**What the exercise asks**
Going through the data below, tally every line where the string "linecap" occurs, then give only the tally.

**Excerpted data**
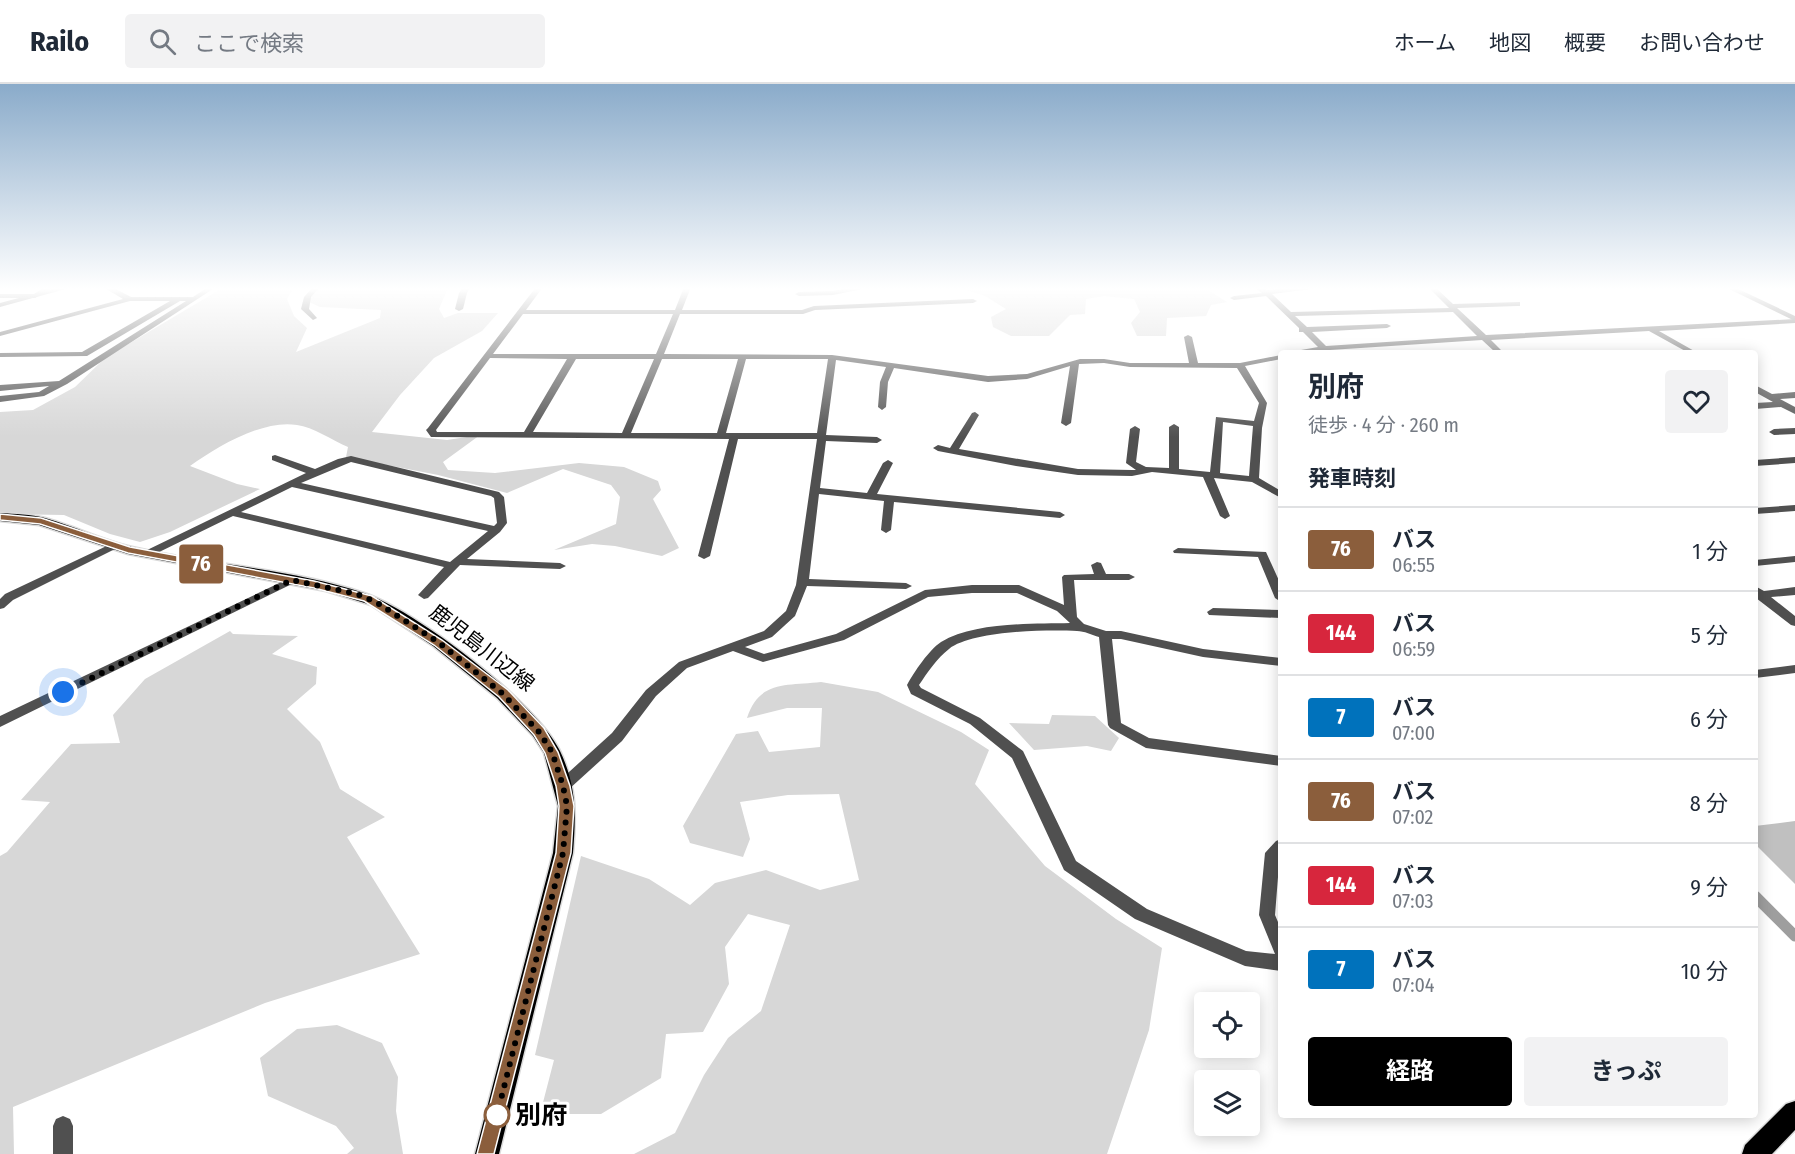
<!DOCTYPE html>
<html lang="ja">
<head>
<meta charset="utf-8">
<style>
	body { margin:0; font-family:"Fira Sans Condensed","Noto Sans JP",sans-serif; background:#f2f2f3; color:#1f2937; height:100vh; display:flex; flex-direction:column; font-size:22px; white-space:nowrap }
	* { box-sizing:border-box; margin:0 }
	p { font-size:20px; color:#747a83 }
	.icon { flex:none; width:33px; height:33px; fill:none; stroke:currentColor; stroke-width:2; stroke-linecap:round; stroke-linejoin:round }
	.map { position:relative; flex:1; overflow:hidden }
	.sheet { position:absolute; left:1278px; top:266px; width:480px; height:768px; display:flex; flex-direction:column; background:#fff; border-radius:6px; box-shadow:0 3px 15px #0003 }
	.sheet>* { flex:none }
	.badge { padding:0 12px; border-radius:4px; font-size:21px; line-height:39px }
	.fabs { position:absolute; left:1194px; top:908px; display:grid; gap:12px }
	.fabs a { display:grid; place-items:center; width:66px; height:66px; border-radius:6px; background:#fff; box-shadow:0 3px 15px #0003; font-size:30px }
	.you { position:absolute; width:30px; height:30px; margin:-15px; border:4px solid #fff; border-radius:50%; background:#1a73e8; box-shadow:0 0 0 9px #1a73e833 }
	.map>.badge { position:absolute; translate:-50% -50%; box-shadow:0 0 0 3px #fff }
	h2 { padding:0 30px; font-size:22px; line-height:54px }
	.round { display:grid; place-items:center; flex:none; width:63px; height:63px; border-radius:6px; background:#f2f2f3 }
	.head { display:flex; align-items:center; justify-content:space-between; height:102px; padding:0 30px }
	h1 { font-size:28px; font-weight:700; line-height:45px }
	.button { display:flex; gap:12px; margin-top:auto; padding:12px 30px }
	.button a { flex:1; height:69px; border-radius:6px; background:#000; color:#fff; font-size:24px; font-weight:700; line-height:69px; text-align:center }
	.button a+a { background:#f2f2f3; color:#1f2937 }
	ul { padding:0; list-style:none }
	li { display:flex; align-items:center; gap:18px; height:84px; padding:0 30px; border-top:2px solid #e0e1e3 }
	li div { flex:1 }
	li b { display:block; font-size:22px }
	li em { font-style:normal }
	li .badge { min-width:66px; font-weight:700; text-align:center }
	header { display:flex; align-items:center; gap:36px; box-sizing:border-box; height:84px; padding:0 30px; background:#fff; border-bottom:2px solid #e0e1e3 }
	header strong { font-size:28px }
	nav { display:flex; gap:33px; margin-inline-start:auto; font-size:21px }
	.search { width:420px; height:54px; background:#f2f2f3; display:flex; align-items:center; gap:15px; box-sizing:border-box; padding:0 21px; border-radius:6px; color:#747a83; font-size:22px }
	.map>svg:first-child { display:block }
	.green { fill:#d7d7d7 }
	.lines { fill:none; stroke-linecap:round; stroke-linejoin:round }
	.stream { stroke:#9e9e9e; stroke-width:11 }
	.building { fill:#c0c0c0 }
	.primary-casing { stroke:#dbdbdb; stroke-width:3 }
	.minor { fill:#505050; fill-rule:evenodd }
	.tertiary { fill:#505050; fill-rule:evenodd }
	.primary { fill:#000; fill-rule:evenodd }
	.line { fill:#8b5e3c; stroke:#fff; stroke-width:1.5 }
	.walk { stroke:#000; stroke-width:6; stroke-dasharray:0 10.8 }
	.stop-dot { fill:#fff; stroke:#8b5e3c; stroke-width:3 }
	.labels { text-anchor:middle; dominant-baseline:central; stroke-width:6; stroke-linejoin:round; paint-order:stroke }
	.street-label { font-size:21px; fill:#000; stroke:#fff }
	.near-stop-label { font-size:26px; font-weight:bold; fill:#000; stroke:#fff; text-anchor:start }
</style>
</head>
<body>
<header>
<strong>Railo</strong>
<div class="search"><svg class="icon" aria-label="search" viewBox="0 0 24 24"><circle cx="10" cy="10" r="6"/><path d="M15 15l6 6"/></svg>ここで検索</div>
<nav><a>ホーム</a><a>地図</a><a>概要</a><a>お問い合わせ</a></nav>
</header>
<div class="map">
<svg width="1795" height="1070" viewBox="0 0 1795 1070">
	<rect width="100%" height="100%" fill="#fff"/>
	<path class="green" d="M 224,203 L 294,203 L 287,215 L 294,232 L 307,244 L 296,268 L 380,234 L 381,226 L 320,223 L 307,217 L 320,203 L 448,204 L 439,225 L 444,234 L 458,229 L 498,229 L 482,247 L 434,274 L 400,311 L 372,348 L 447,356 L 480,351 L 443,378 L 448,386 L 495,389 L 579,379 L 624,383 L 658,397 L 661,406 L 653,415 L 679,464 L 662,472 L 615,462 L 592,460 L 554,466 L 616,440 L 620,413 L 611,401 L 563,385 L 507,409 L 438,391 L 346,373 L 348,363 C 332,356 313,343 297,341 C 263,335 217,363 190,382 L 237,400 L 260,405 L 170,448 L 140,458 L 110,450 L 64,431 L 0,430 L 0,328 L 33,326 L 75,303 L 105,274 Z
		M 958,203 L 1203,203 L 1227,218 L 1211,221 L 1206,232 L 1167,234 L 1166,252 L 1137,252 L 1131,239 L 1140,228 L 1134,215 L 1104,212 L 1086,215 L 1085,230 L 1070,231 L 1049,252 L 1011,252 L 993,243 L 991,233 L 1006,225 L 985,212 Z
		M 230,547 L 233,550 L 298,552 L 272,570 L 317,583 L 316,600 L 287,625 L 320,658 L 340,705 L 385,733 L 347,753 L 420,870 L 265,919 L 13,1023 L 14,1070 L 0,1070 L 0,772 L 7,768 L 50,718 L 21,716 L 71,660 L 120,659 L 113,631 L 145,595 Z
		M 821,598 L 878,608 L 961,648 L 989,666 L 975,700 L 1045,782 L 1116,835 L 1162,864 L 1149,946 L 1107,1070 L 634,1070 L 675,1049 L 704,991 L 728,954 L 761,927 L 790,841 L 748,830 L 725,863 L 729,900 L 703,948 L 666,950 L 661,994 L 601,1030 L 540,1030 L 554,976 L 535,971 L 581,772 L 649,795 L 690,821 L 715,799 L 766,786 L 820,806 L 859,796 L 839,710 L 788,711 L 740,718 L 750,755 L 743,773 L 690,759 L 683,742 L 736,650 L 758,647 L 769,668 L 820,663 L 822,624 L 787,624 L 747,634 C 759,596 787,602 821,598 Z
		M 1052,631 L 1095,632 L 1119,654 L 1111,667 L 1087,662 L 1034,666 L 1009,639 L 1049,640 Z
		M 337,941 L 382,959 L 398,993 L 396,1027 L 403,1070 L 347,1070 L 354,1064 L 336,1042 L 268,1012 L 260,974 L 297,945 Z"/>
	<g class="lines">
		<path class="stream" d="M 1755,812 L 1795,852"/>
	</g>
	<path class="building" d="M 1795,737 L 1795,800 L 1755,760 L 1755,742 Z"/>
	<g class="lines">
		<g class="primary-casing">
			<path id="primary" d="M 0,429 C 15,430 31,430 45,434 C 74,442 102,456 132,463 C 208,481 290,484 364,509 C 415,526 536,618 560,667 C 577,703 576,731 573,769 L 499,1070 L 475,1070 L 553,769 L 558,722 L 544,669 L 533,652 L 497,614 L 433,562 L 371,521 L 326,507 L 128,470 L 39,441 L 0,437 Z
				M 1795,1017 L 1795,1046 L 1772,1070 L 1742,1070 L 1745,1061 L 1786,1020 Z"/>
		</g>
		<path class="minor" d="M 45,203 L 54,203 L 35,214 L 0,214 L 0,210 L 34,210 Z
			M 103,203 L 112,203 L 131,213 L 193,213 L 208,203 L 216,203 L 67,300 L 44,312 L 0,318 L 0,312 L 39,308 L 49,302 L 0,307 L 0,301 L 59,297 L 186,217 L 180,217 L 87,272 L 0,273 L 0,269 L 82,268 L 170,217 L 130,217 L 0,252 L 0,248 L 123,215 Z
			M 313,203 L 320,203 L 311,213 L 309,225 L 317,234 L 313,236 L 301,225 L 304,213 Z
			M 463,203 L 470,203 L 467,209 L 463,225 L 459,227 L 455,225 L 459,209 Z
			M 536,203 L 543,203 L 526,226 L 675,226 L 684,203 L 691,203 L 682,226 L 802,226 L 814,222 L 973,215 L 977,217 L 973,219 L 815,226 L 803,230 L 680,230 L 664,270 L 832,271 L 988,292 L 1027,290 L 1080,275 L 1104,275 L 1130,279 L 1189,279 L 1184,253 L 1188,251 L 1192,253 L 1198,279 L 1240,279 L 1281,271 L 1281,275 L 1245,282 L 1267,319 L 1262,344 L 1259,394 L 1281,407 L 1281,414 L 1252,398 L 1214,394 L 1230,432 L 1225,435 L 1220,432 L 1203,393 L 1152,388 L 1132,392 L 1078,391 L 1016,382 L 938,367 L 933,364 L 938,361 L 950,364 L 972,329 L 975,328 L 979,331 L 959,365 L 1078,385 L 1132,386 L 1136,386 L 1126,379 L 1130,345 L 1135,342 L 1140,345 L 1136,378 L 1146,383 L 1169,384 L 1169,343 L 1174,340 L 1179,343 L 1179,385 L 1210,388 L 1216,333 L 1254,337 L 1259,319 L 1237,284 L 1130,283 L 1104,279 L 1079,280 L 1071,339 L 1066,342 L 1061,339 L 1070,282 L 1027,295 L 988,298 L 894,284 L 888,298 L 886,323 L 882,326 L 878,323 L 880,298 L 886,283 L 836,276 L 826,351 L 877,353 L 882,356 L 877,359 L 826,357 L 820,404 L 867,409 L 883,379 L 888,376 L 893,379 L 877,410 L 1060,428 L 1065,431 L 1060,434 L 894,418 L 891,446 L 886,449 L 881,446 L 884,417 L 819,410 L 809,495 L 906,499 L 912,502 L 906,505 L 807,502 L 795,532 L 772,553 L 745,563 L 764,570 L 836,550 L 925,506 L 972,501 L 1019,501 L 1064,521 L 1062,493 L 1064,491 L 1094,490 L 1091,481 L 1097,478 L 1101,479 L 1106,490 L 1129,490 L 1135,493 L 1129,496 L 1074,496 L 1077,533 L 1084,540 L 1106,547 L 1121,547 L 1203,565 L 1281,574 L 1281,582 L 1203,573 L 1121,555 L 1112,555 L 1121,639 L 1149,654 L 1281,672 L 1281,682 L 1146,664 L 1110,644 L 1108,641 L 1099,553 C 1092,551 1084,547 1077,547 C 1048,545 971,547 949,565 C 937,574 927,589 919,601 L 921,604 L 980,634 L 1023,667 L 1076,777 L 1147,825 L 1246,867 L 1275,870 L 1259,831 L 1265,769 L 1276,757 L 1281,755 L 1275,831 L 1281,845 L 1281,887 L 1245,882 L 1135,835 L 1064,786 L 1012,674 L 970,640 L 911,610 L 907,601 C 914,588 929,566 941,558 C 974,538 1032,540 1070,539 L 1057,527 L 1017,509 L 972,509 L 928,513 L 844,556 L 763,578 L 733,567 L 687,584 L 656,612 L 622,657 L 568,706 L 563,707 L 558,706 L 556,702 L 558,698 L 612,649 L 646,606 L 679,578 L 764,547 L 786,527 L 796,501 L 817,355 L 738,355 L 710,472 L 704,475 L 698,472 L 729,355 L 431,353 L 426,346 L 428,344 ZM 523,230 L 673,230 L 656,270 L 493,270 ZM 490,274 L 567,275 L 524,348 L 437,348 L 436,346 ZM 576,275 L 654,275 L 622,349 L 533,348 ZM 662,275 L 738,275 L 717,349 L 631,349 ZM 746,275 L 828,275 L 817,349 L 726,349 ZM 1223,338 L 1253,342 L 1249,392 L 1220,389 Z
			M 854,203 L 872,203 L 833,211 L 799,212 L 795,210 L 799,208 L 833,207 Z
			M 1254,203 L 1263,203 L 1267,206 L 1327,203 L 1272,210 L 1291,228 L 1449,224 L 1428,203 L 1435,203 L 1453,220 L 1520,218 L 1520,222 L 1517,222 L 1457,224 L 1486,251 L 1795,235 L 1795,239 L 1659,247 L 1696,268 L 1687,268 L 1649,247 L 1491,256 L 1503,268 L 1495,268 L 1482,256 L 1330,266 L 1330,268 L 1322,267 L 1300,268 L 1301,266 L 1318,263 L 1303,248 L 1299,248 L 1299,244 L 1266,212 L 1234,216 L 1230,214 L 1234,212 L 1262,209 ZM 1453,228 L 1477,252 L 1326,262 L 1312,248 L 1387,244 L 1391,242 L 1387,240 L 1307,243 L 1295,232 Z
			M 1755,301 L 1772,310 L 1795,308 L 1795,314 L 1780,315 L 1795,323 L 1795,330 L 1781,323 L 1755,325 L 1755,319 L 1773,318 L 1755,308 Z
			M 1795,344 L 1795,350 L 1774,351 L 1769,348 L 1774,345 Z
			M 275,371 L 315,385 L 338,375 L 351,372 L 499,408 L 504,413 L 507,439 L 500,448 L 467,475 L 560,479 L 566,482 L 560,485 L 460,481 L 428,514 L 424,515 L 418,511 L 444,483 L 233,432 L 151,472 L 143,472 L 141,470 L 143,468 L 306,389 L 272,376 L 272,372 ZM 351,378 L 491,412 L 494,414 L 497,439 L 494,442 L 301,399 ZM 292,403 L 488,447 L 450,478 L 241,428 Z
			M 1795,373 L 1795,379 L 1755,382 L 1755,376 Z
			M 1795,421 L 1795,427 L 1755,430 L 1755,424 Z
			M 1178,464 L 1266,468 L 1281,501 L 1281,518 L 1275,514 L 1258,473 L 1174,469 L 1173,467 Z
			M 1795,472 L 1795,478 L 1755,482 L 1755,476 Z
			M 292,493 L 298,496 L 296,498 L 0,643 L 0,632 Z
			M 1755,502 L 1764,507 L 1795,503 L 1795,511 L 1771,513 L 1795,532 L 1795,542 L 1791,541 L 1756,514 Z
			M 1213,524 L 1281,526 L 1281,534 L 1209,531 L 1207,528 Z
			M 1795,581 L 1795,589 L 1755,594 L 1755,586 Z
			M 63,1032 L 70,1035 L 73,1042 L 73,1070 L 53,1070 L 53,1042 L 56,1035 Z"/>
		<path class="tertiary" d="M 60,203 L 73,203 L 0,223 L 0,219 Z
			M 1725,203 L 1734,203 L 1795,232 L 1795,237 Z
			M 113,459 L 118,462 L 117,464 L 13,516 L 4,524 L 0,525 L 0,515 L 5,510 Z"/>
		<use href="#primary" class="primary"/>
	</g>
	<linearGradient id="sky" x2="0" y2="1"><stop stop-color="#8aabca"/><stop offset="0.58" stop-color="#fff"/><stop offset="1" stop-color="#fff" stop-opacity="0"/></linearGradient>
	<rect width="1795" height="353" fill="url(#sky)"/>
	<path class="line" d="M 0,430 L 41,434 L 130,463 L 314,497 L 372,512 L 442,556 L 508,606 L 544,644 L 558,668 L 570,702 L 574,722 L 571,769 L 494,1070 L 477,1070 L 556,769 L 559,722 L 556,702 L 545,669 L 534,651 L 499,613 L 434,561 L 364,517 L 314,504 L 128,469 L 40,440 L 0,436 Z"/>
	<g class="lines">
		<path class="walk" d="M 63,608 L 292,496 L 357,510 L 376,518 L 438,558 L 503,610 L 539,648 L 552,668 L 563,702 L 567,722 L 563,769 L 497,1031"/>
	</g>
	<circle class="stop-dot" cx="497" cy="1031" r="12"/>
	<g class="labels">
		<g class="street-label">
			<text transform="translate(482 564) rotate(38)">鹿児島川辺線</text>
		</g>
		<g class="near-stop-label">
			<text x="515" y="1031">別府</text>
		</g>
	</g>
</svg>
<div class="fabs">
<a><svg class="icon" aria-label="locate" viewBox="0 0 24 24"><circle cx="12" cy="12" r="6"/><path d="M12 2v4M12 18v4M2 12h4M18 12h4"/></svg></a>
<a><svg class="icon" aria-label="layers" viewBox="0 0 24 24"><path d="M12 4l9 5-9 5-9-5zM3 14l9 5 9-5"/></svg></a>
</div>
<div class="you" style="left:63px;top:608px"></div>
<b class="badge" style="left:201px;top:480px;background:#8b5e3c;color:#fff">76</b>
<section class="sheet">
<div class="head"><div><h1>別府</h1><p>徒歩 · 4 分 · 260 m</p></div><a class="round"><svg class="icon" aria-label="heart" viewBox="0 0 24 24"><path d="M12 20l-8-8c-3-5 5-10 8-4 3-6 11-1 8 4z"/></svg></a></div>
<h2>発車時刻</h2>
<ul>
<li><span class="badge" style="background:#8b5e3c;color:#fff">76</span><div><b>バス</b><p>06:55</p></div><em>1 分</em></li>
<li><span class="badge" style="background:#d7263d;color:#fff">144</span><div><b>バス</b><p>06:59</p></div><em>5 分</em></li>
<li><span class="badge" style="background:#0072bc;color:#fff">7</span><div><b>バス</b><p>07:00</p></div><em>6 分</em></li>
<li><span class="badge" style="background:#8b5e3c;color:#fff">76</span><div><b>バス</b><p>07:02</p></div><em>8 分</em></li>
<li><span class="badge" style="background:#d7263d;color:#fff">144</span><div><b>バス</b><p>07:03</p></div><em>9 分</em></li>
<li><span class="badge" style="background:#0072bc;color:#fff">7</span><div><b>バス</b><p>07:04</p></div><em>10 分</em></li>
</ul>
<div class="button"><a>経路</a><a>きっぷ</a></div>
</section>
</div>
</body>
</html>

**Task output**
2